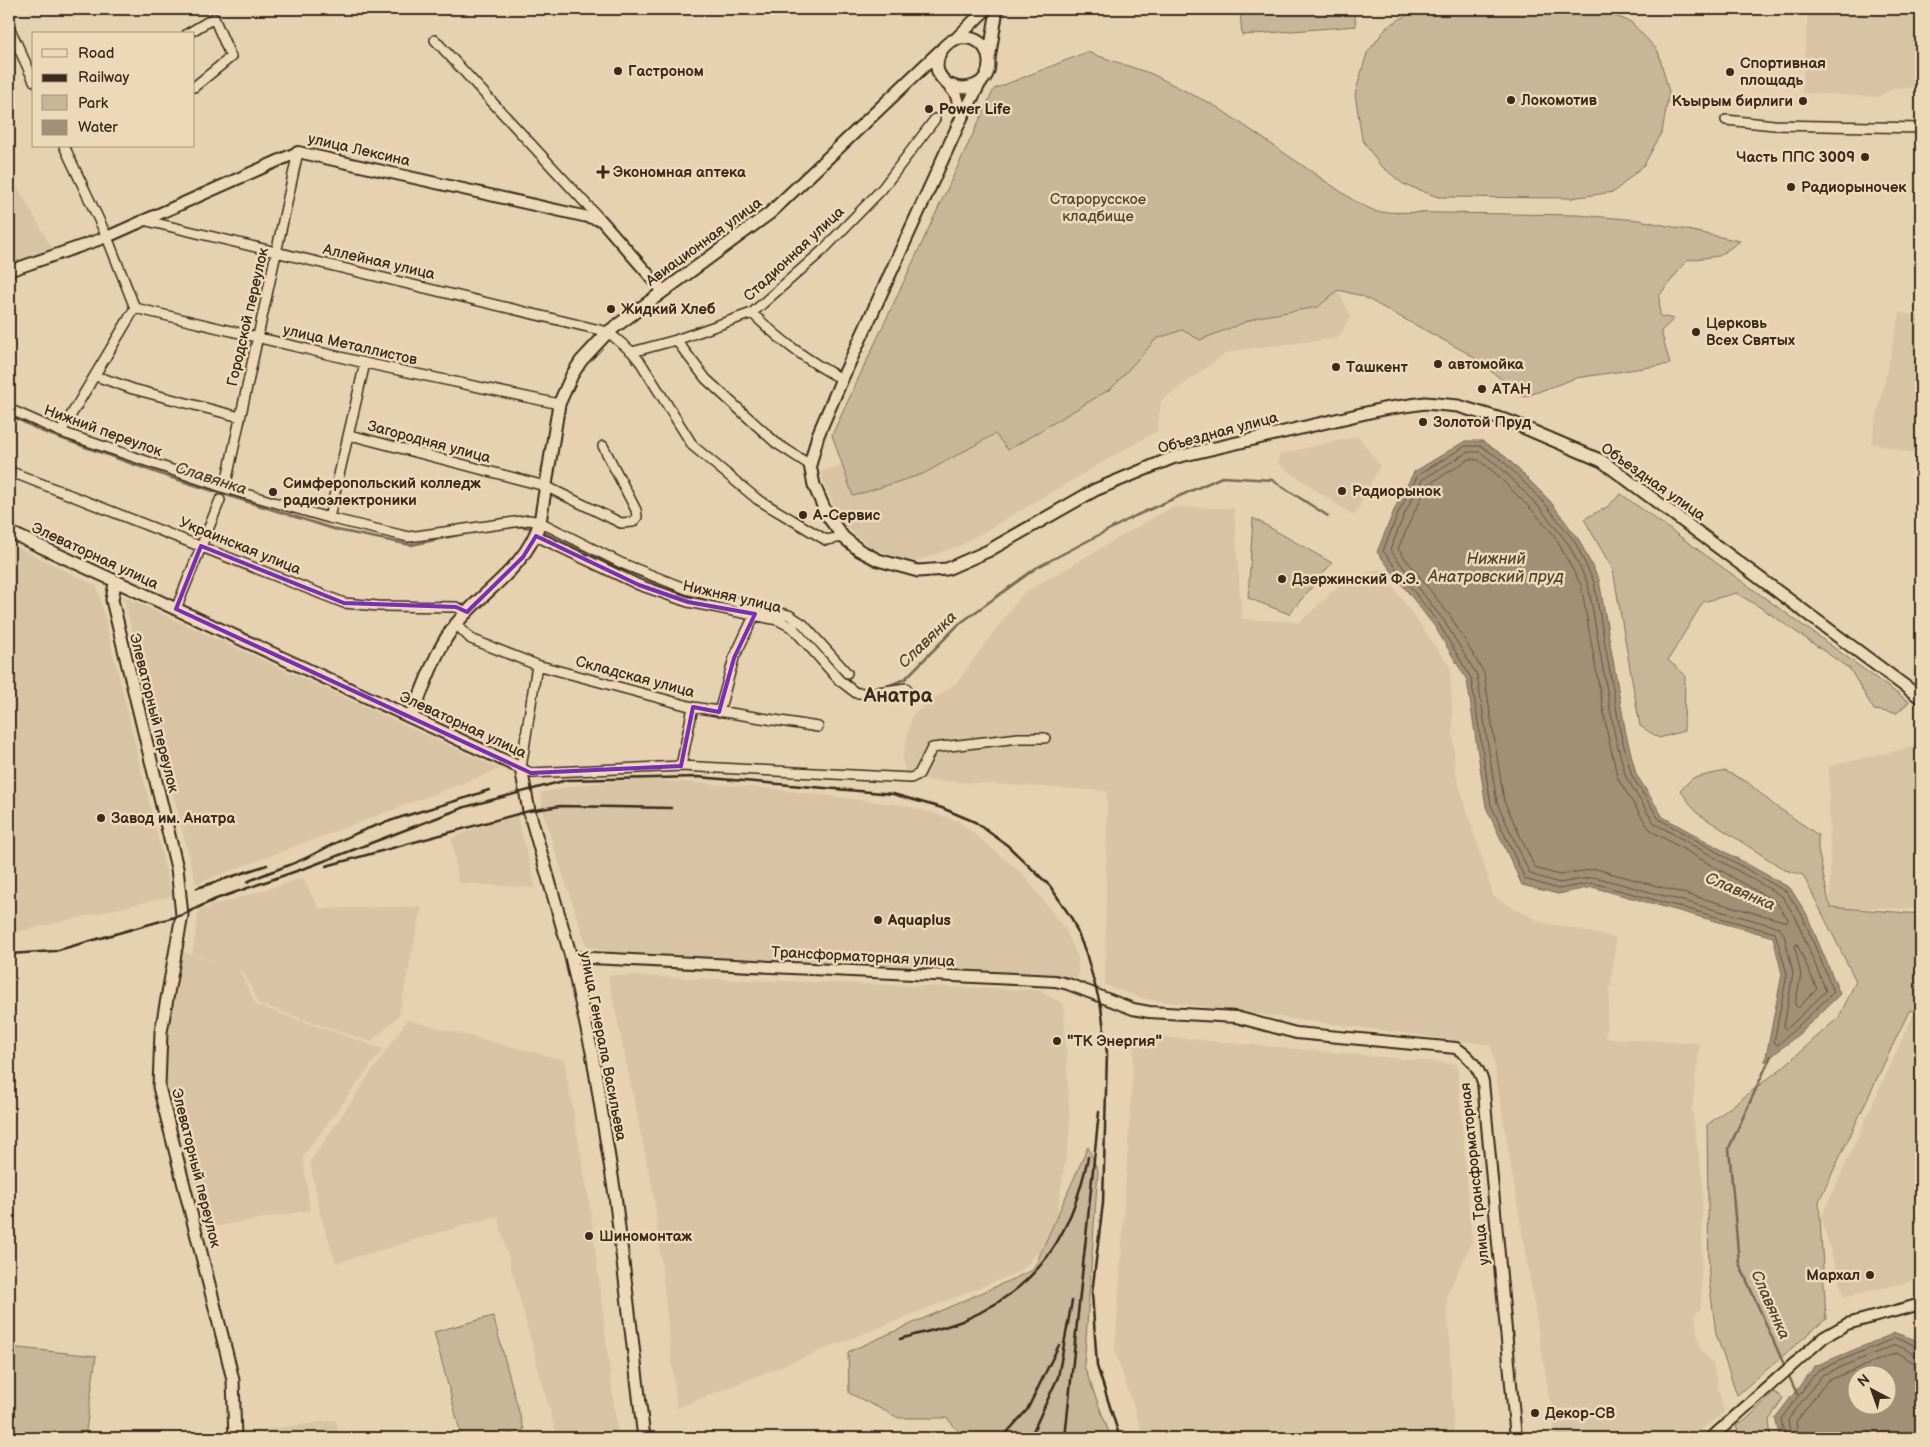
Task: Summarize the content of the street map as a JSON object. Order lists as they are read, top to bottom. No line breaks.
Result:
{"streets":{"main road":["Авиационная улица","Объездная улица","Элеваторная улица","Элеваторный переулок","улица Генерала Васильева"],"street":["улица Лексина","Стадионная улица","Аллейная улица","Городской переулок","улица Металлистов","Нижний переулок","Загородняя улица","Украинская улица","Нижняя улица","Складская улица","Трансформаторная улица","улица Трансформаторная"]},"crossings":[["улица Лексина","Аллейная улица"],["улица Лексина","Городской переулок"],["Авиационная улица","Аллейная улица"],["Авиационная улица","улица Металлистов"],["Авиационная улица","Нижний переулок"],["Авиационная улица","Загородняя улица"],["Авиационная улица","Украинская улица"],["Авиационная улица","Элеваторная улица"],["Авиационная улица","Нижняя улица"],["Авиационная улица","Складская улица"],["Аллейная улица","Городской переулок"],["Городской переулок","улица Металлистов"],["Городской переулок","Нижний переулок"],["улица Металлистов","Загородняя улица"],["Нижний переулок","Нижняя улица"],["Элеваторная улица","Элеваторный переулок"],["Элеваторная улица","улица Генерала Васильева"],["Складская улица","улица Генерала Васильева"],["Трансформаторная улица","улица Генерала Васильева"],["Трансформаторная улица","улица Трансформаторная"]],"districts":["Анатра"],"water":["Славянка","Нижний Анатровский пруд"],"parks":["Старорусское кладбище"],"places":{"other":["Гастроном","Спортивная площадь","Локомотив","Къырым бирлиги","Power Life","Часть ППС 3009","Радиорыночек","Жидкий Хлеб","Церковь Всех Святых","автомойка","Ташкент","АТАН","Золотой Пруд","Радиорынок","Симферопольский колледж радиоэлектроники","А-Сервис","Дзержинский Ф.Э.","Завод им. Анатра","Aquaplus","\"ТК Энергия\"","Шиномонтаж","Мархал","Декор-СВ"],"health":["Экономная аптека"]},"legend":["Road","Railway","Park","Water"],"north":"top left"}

***

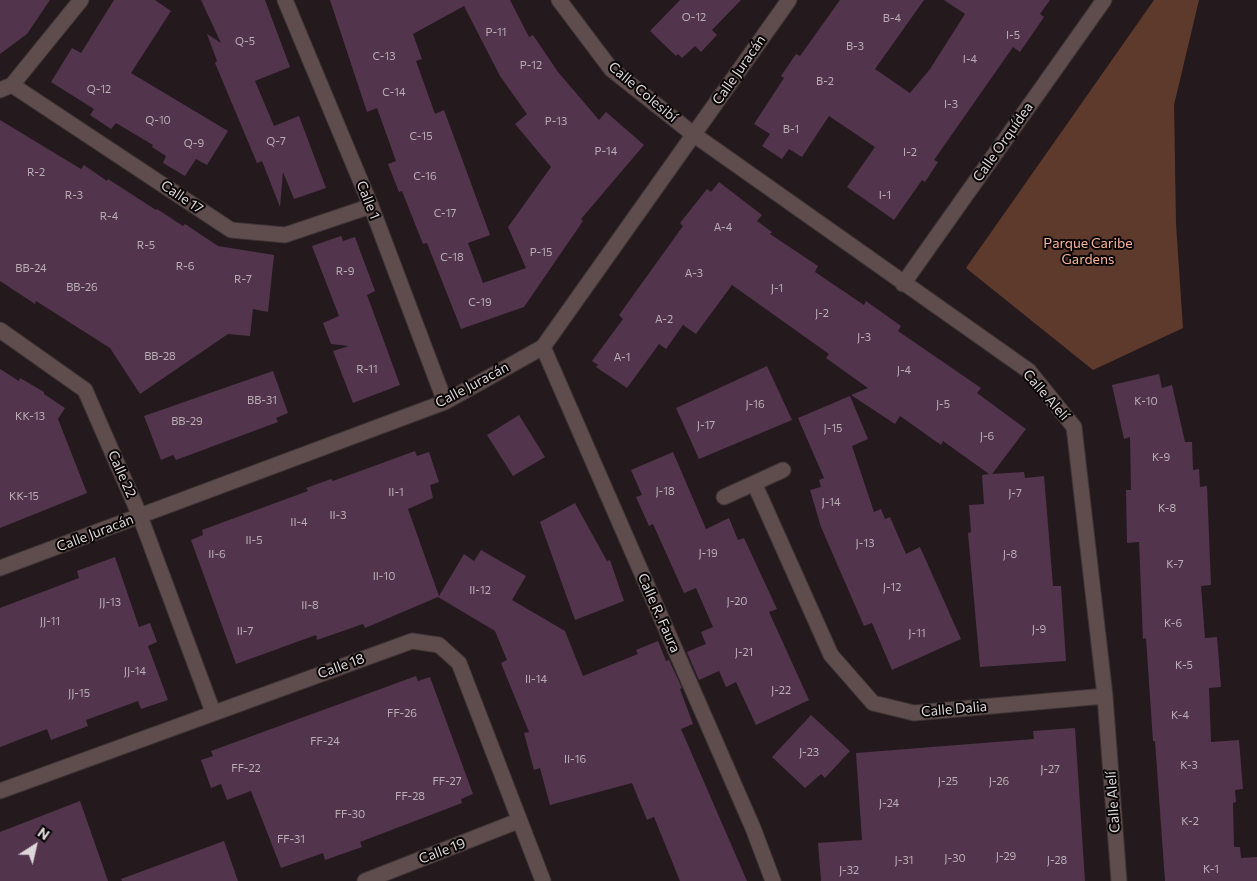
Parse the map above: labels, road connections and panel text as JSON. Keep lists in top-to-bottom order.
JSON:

***

> WORK TASK
Tally the lines in the records above that hold the word "bottom", and give only that number.

> EXPECTED OUTPUT
2